Ease in the trees
Tranquillity, views–it’ s bush land bliss
The beauty of Kate Anderson and Adam Hodgkinson’s home is its simplicity. Like an elegant handcrafted box, it nestles into a steep block in the Sunshine Coast hinterland, sympathetic to its setting and the needs of its young treechange family.
The couple, who decided to move from Sydney’s northern beaches to Queensland to be closer to family, found the 0.87ha Tinbeerwah block in 2015 after numerous searches of the area. “We looked for a block of land but couldn’t find the right spot,” Anderson says. “This one came onto the market just as we were leaving for the airport one day, so we took a detour… We walked up, saw the views and knew we’d found it. It’s a steep block but that’s what you need to get the views in the hinterland.”
The tranquillity and extraordinary vistas had the couple hooked. They bought the block the next day, engaging Noosa Heads architect David Teeland and his interior designer wife Sook Kim to create the ultimate bush family home.

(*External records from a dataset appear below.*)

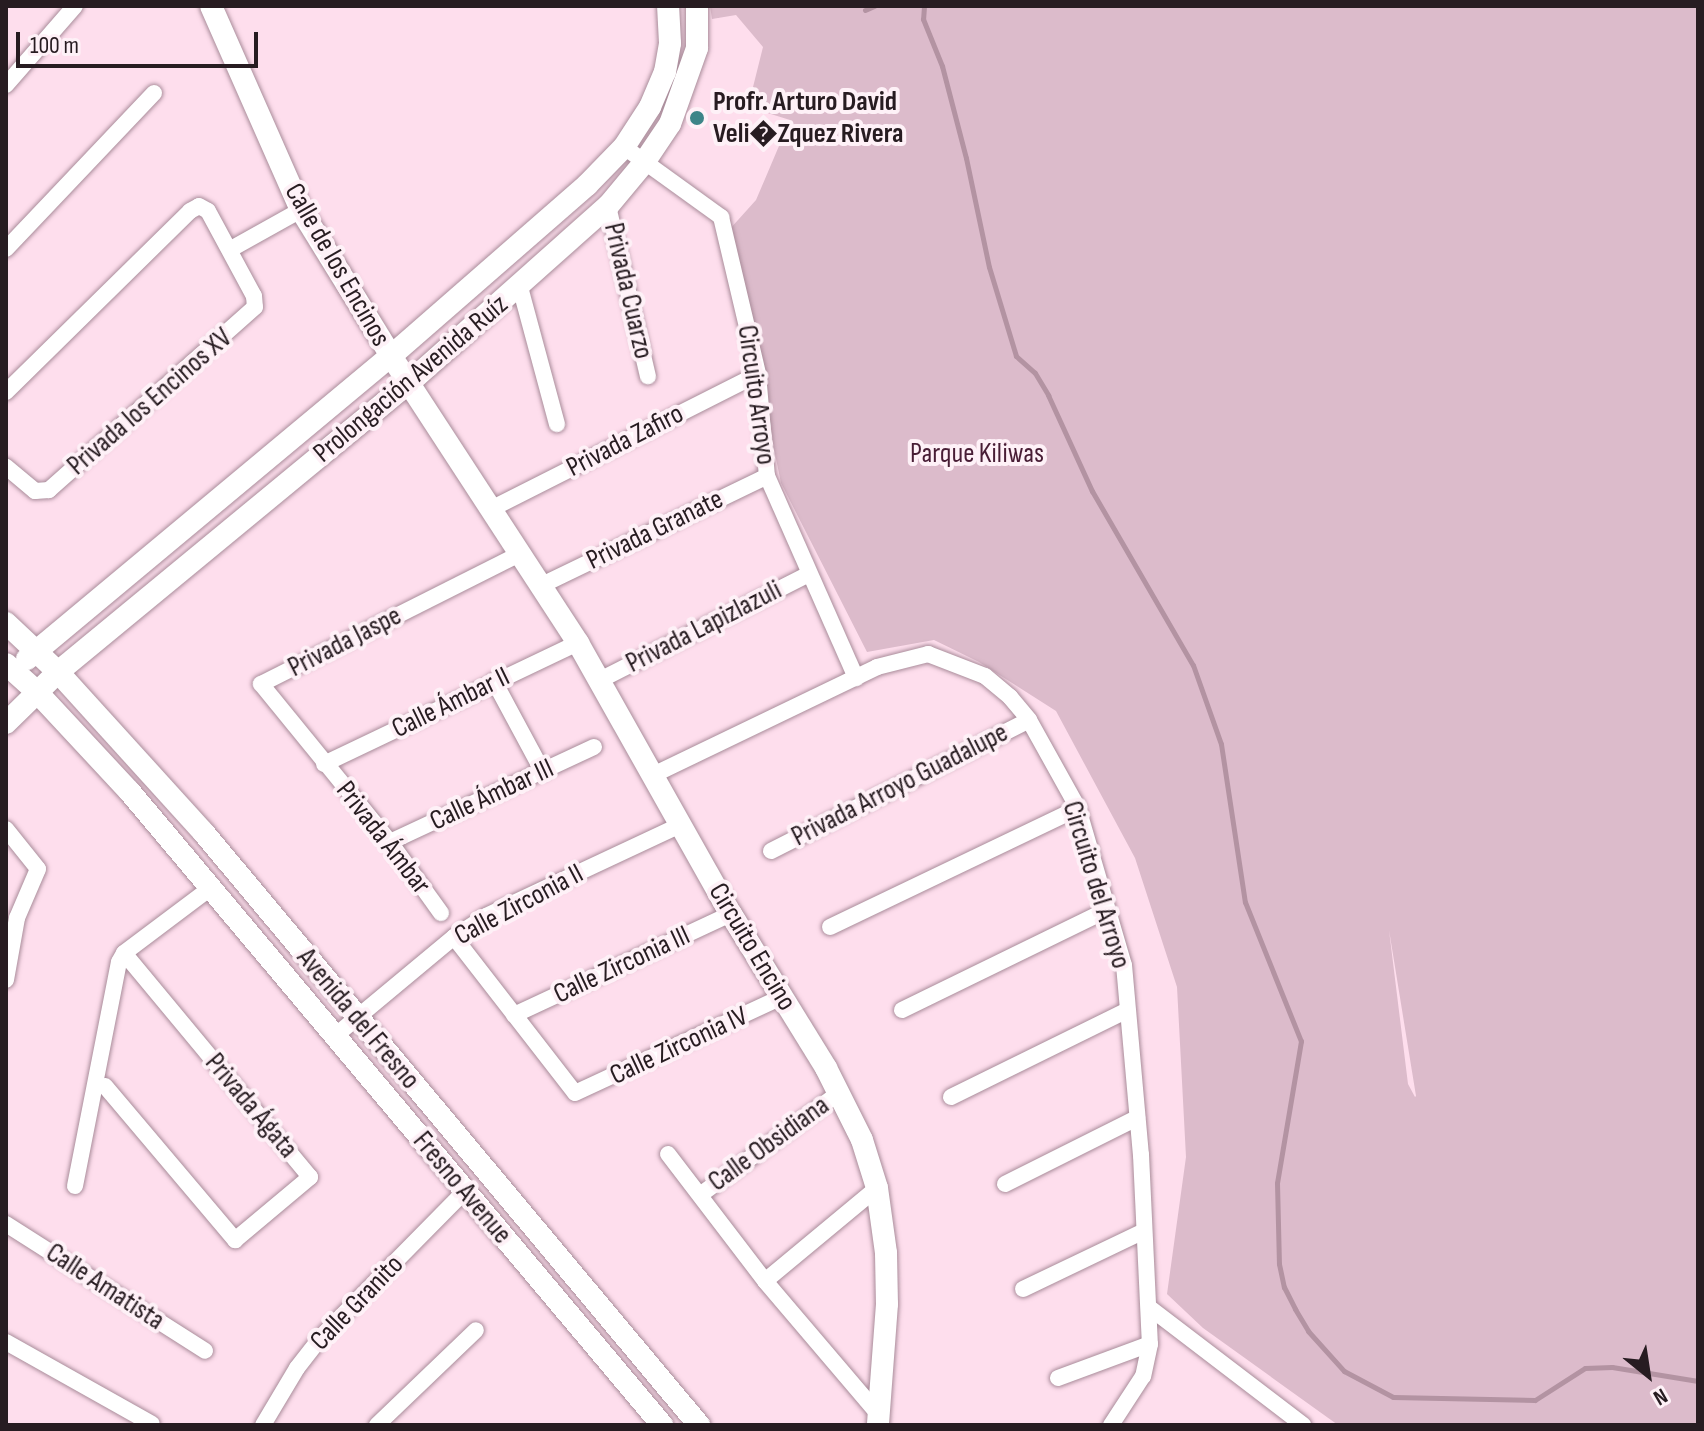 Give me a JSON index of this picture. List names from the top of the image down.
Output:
{
  "streets": {
    "street": [
      "Calle de los Encinos",
      "Privada Cuarzo",
      "Prolongación Avenida Ruíz",
      "Circuito Arroyo",
      "Privada los Encinos XV",
      "Privada Zafiro",
      "Privada Granate",
      "Privada Lapizlazuli",
      "Privada Jaspe",
      "Calle Ámbar II",
      "Privada Arroyo Guadalupe",
      "Calle Ámbar III",
      "Privada Ámbar",
      "Circuito del Arroyo",
      "Calle Zirconia II",
      "Circuito Encino",
      "Calle Zirconia III",
      "Avenida del Fresno",
      "Calle Zirconia IV",
      "Privada Ágata",
      "Calle Obsidiana",
      "Fresno Avenue",
      "Calle Amatista",
      "Calle Granito"
    ]
  },
  "crossings": [
    ["Calle de los Encinos", "Prolongación Avenida Ruíz"],
    ["Calle de los Encinos", "Privada Zafiro"],
    ["Calle de los Encinos", "Circuito Encino"],
    ["Privada Cuarzo", "Prolongación Avenida Ruíz"],
    ["Prolongación Avenida Ruíz", "Circuito Arroyo"],
    ["Prolongación Avenida Ruíz", "Avenida del Fresno"],
    ["Prolongación Avenida Ruíz", "Fresno Avenue"],
    ["Circuito Arroyo", "Privada Zafiro"],
    ["Circuito Arroyo", "Privada Granate"],
    ["Circuito Arroyo", "Privada Lapizlazuli"],
    ["Circuito Arroyo", "Circuito del Arroyo"],
    ["Privada Zafiro", "Circuito Encino"],
    ["Privada Granate", "Circuito Encino"],
    ["Privada Lapizlazuli", "Circuito Encino"],
    ["Privada Jaspe", "Calle Ámbar II"],
    ["Privada Jaspe", "Privada Ámbar"],
    ["Privada Jaspe", "Circuito Encino"],
    ["Calle Ámbar II", "Privada Ámbar"],
    ["Calle Ámbar II", "Circuito Encino"],
    ["Privada Arroyo Guadalupe", "Circuito del Arroyo"],
    ["Calle Ámbar III", "Privada Ámbar"],
    ["Circuito del Arroyo", "Circuito Encino"],
    ["Calle Zirconia II", "Circuito Encino"],
    ["Calle Zirconia II", "Avenida del Fresno"],
    ["Calle Zirconia II", "Fresno Avenue"],
    ["Circuito Encino", "Calle Zirconia III"],
    ["Circuito Encino", "Calle Zirconia IV"],
    ["Circuito Encino", "Calle Obsidiana"],
    ["Calle Zirconia III", "Calle Zirconia IV"],
    ["Fresno Avenue", "Calle Granito"]
  ],
  "parks": ["Parque Kiliwas"],
  "places": ["Profr. Arturo David Veli�Zquez Rivera"],
  "scale_bar": "100 m",
  "north": "bottom right"
} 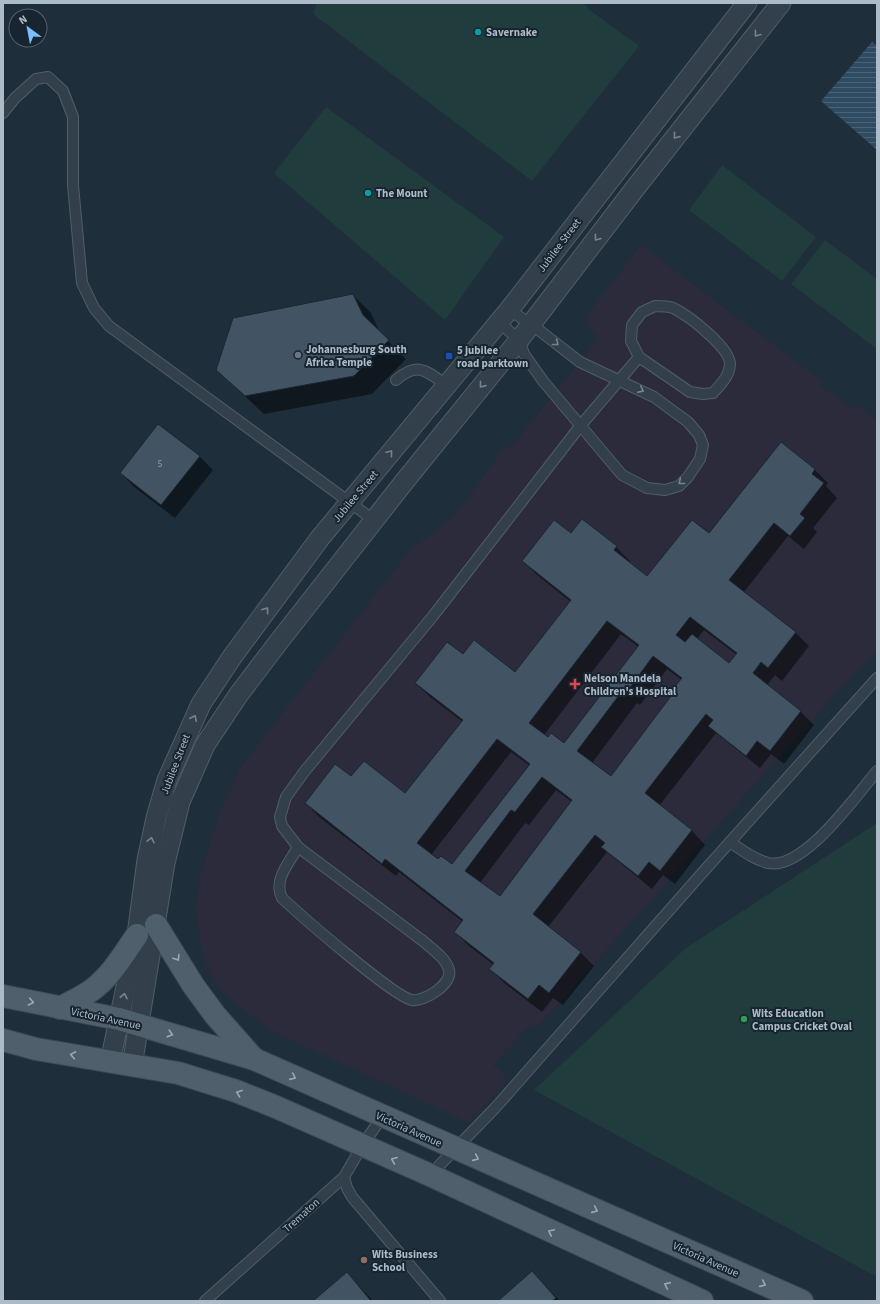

“We wanted something modern and edgy [but] something that would feel like it could disappear into the bush,” Anderson says. “It’s not an easy task but David gently put the house here so that it sits among the
trees, maximises the views and captures the breeze.”
Described by the architect as an “operable glass pavilion wrapped in sliding hardwood screens”, the four-bedroom house, completed in early 2017, is invisible from the street, tucked behind a curving rampart driveway. Only one room deep and with a steep drop on one side, its floorplan is configured so that the kitchen, living, dining and children’s bedrooms touch the earth, opening onto garden spaces to make it easy for the three girls to venture outside.
Spotted gum sliding screens allow for views of bushland or coastline from every room, and the hard-wearing concrete floors and dark-toned kitchen with granite benchtop and study nook provide a cooling effect, offset by plenty of sunshine and lush greenery. Large hand-blown glass pendant lights reflect the craftsmanship employed throughout, including in the custom cabinetry.
Extras include a separate studio with its own entrance, fifth bedroom, bathroom, kitchen and living area. There’s also a mineral swimming pool, solar power and rainwater tanks. Waste water from the bathrooms, kitchen and laundry is recycled on site and used for irrigation and bush regeneration.
With Tewantin National Park and Mount Tinbeerwah at their doorstep and the beaches, boutiques, cafes and restaurants of Noosa just a 15-minute drive away, the family feels deprived of nothing. “We love being so close to nature and the community is really beautiful,” says Anderson.
The design team and builders “exceeded our expectations in every way,” she adds. “I dreamt what [the house] could be like but I think its sheer elegance and simplicity, with the joinery and lines beautifully fitted together, makes it feel so lovely. They delivered in spades.”
The couple now has plans to do it all again; maybe build a farmhouse. “We’d like to do a big rustic barn type of thing,” says Anderson. “We want to get the band back together.”
Tinbeerwah is a semi-rural suburb in Noosa Shire, about 14km west of Noosa Heads. Its median house value was $831,745 in the 12 months to April compared with $1,011,338 in Noosa Heads.